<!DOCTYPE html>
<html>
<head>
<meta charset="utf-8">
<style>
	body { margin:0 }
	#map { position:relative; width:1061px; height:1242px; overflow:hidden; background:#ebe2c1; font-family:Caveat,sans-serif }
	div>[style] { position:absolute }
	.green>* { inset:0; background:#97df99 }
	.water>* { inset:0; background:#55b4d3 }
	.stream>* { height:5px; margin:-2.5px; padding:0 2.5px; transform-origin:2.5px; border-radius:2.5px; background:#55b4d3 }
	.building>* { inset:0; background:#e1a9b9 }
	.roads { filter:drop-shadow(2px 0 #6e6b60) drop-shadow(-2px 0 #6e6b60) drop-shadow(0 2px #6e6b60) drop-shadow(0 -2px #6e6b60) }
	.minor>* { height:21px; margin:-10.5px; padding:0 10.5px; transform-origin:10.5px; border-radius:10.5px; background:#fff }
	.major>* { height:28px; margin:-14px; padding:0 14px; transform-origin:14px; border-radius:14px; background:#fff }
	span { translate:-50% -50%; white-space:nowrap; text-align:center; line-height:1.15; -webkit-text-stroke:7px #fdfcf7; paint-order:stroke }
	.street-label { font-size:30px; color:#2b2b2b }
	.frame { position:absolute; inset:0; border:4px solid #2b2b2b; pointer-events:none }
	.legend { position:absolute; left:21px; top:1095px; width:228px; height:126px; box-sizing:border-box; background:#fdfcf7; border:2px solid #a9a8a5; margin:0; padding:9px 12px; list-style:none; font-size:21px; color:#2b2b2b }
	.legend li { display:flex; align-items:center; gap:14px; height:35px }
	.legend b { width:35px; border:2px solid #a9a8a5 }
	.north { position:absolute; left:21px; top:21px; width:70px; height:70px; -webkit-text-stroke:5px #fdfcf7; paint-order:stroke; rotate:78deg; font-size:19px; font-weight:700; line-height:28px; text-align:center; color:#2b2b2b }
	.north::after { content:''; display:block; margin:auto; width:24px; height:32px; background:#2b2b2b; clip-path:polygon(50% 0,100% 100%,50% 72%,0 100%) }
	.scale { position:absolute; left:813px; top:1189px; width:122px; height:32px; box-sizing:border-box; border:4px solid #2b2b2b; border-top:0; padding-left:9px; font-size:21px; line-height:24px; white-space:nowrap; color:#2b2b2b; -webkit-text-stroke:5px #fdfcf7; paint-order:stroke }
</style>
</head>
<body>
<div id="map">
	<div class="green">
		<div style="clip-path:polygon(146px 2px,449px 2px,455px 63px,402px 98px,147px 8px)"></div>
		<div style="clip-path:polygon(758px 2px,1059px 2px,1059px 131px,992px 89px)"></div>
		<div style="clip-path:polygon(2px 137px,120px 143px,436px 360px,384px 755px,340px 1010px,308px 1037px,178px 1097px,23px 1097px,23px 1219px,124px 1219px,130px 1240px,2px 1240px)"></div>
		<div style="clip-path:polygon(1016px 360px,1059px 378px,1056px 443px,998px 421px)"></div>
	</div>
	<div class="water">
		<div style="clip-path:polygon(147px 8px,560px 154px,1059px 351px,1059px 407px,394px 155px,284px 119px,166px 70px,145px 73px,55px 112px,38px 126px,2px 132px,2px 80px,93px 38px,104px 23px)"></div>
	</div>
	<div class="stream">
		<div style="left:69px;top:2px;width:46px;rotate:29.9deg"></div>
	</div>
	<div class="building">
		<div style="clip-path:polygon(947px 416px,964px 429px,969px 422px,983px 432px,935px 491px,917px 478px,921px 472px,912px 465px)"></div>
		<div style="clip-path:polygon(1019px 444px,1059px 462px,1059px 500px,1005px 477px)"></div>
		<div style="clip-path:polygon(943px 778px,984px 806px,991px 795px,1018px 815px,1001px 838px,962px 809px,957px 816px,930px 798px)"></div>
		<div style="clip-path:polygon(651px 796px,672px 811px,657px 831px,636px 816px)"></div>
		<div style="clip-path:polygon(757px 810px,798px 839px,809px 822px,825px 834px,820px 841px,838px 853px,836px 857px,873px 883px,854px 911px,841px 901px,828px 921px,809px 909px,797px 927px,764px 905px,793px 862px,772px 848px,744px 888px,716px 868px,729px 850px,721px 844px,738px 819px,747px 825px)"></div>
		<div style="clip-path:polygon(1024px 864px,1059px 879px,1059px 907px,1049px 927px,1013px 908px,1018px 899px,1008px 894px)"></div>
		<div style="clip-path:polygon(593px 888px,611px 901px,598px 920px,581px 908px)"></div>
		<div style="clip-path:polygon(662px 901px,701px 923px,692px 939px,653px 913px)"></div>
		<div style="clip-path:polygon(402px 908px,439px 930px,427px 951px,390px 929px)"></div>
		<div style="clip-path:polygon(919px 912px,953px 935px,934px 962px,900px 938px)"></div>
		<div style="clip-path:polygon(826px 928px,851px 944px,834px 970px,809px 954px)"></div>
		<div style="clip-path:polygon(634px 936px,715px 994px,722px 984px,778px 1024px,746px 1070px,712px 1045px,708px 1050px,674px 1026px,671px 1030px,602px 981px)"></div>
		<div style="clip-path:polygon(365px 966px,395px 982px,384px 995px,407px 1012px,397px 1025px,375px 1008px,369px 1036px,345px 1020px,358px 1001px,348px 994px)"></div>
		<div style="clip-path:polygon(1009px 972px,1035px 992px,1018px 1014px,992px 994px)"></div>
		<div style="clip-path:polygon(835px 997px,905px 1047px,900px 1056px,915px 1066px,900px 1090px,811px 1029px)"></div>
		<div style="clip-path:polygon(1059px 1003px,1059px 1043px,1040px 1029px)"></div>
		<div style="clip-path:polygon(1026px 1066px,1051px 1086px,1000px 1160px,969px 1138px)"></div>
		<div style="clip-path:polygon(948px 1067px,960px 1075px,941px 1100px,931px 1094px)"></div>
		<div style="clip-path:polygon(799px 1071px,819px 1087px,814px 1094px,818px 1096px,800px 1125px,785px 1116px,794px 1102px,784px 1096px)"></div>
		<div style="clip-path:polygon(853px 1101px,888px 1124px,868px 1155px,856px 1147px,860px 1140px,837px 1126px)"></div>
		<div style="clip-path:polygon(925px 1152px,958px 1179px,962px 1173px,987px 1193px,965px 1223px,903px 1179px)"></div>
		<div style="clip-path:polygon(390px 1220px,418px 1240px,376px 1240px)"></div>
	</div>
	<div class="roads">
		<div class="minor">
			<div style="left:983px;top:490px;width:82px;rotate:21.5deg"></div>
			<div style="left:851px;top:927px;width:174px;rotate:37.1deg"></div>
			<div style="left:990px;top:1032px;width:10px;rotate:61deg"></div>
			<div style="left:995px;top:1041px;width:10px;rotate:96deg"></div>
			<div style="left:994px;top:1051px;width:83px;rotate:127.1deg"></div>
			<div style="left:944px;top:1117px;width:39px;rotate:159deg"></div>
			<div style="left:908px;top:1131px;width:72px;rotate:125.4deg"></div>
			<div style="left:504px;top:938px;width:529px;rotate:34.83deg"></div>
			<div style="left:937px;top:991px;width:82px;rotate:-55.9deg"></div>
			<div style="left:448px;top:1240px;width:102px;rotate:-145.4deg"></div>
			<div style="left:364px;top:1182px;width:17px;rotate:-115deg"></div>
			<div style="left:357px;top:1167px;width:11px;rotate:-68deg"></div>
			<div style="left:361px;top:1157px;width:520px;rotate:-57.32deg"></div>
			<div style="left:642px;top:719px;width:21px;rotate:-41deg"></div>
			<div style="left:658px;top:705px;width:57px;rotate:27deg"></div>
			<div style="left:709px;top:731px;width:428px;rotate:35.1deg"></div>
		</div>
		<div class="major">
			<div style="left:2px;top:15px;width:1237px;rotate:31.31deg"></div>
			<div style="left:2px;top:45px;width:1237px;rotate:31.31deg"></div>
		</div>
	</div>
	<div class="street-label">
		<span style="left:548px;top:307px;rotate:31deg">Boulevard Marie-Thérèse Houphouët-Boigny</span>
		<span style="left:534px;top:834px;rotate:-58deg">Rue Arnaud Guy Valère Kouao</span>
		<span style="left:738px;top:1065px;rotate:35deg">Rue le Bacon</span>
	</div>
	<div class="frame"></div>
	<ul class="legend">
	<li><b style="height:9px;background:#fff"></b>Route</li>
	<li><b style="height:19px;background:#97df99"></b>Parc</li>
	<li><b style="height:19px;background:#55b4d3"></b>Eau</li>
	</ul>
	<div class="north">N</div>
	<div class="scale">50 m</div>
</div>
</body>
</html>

== == ==

# Work to be completed
Copy exactly the opening line of the material, the line bearing "position:absolute; left:21px; top:21px;", and every line between them. Include nothing else.

# Solution to this problem
<!DOCTYPE html>
<html>
<head>
<meta charset="utf-8">
<style>
	body { margin:0 }
	#map { position:relative; width:1061px; height:1242px; overflow:hidden; background:#ebe2c1; font-family:Caveat,sans-serif }
	div>[style] { position:absolute }
	.green>* { inset:0; background:#97df99 }
	.water>* { inset:0; background:#55b4d3 }
	.stream>* { height:5px; margin:-2.5px; padding:0 2.5px; transform-origin:2.5px; border-radius:2.5px; background:#55b4d3 }
	.building>* { inset:0; background:#e1a9b9 }
	.roads { filter:drop-shadow(2px 0 #6e6b60) drop-shadow(-2px 0 #6e6b60) drop-shadow(0 2px #6e6b60) drop-shadow(0 -2px #6e6b60) }
	.minor>* { height:21px; margin:-10.5px; padding:0 10.5px; transform-origin:10.5px; border-radius:10.5px; background:#fff }
	.major>* { height:28px; margin:-14px; padding:0 14px; transform-origin:14px; border-radius:14px; background:#fff }
	span { translate:-50% -50%; white-space:nowrap; text-align:center; line-height:1.15; -webkit-text-stroke:7px #fdfcf7; paint-order:stroke }
	.street-label { font-size:30px; color:#2b2b2b }
	.frame { position:absolute; inset:0; border:4px solid #2b2b2b; pointer-events:none }
	.legend { position:absolute; left:21px; top:1095px; width:228px; height:126px; box-sizing:border-box; background:#fdfcf7; border:2px solid #a9a8a5; margin:0; padding:9px 12px; list-style:none; font-size:21px; color:#2b2b2b }
	.legend li { display:flex; align-items:center; gap:14px; height:35px }
	.legend b { width:35px; border:2px solid #a9a8a5 }
	.north { position:absolute; left:21px; top:21px; width:70px; height:70px; -webkit-text-stroke:5px #fdfcf7; paint-order:stroke; rotate:78deg; font-size:19px; font-weight:700; line-height:28px; text-align:center; color:#2b2b2b }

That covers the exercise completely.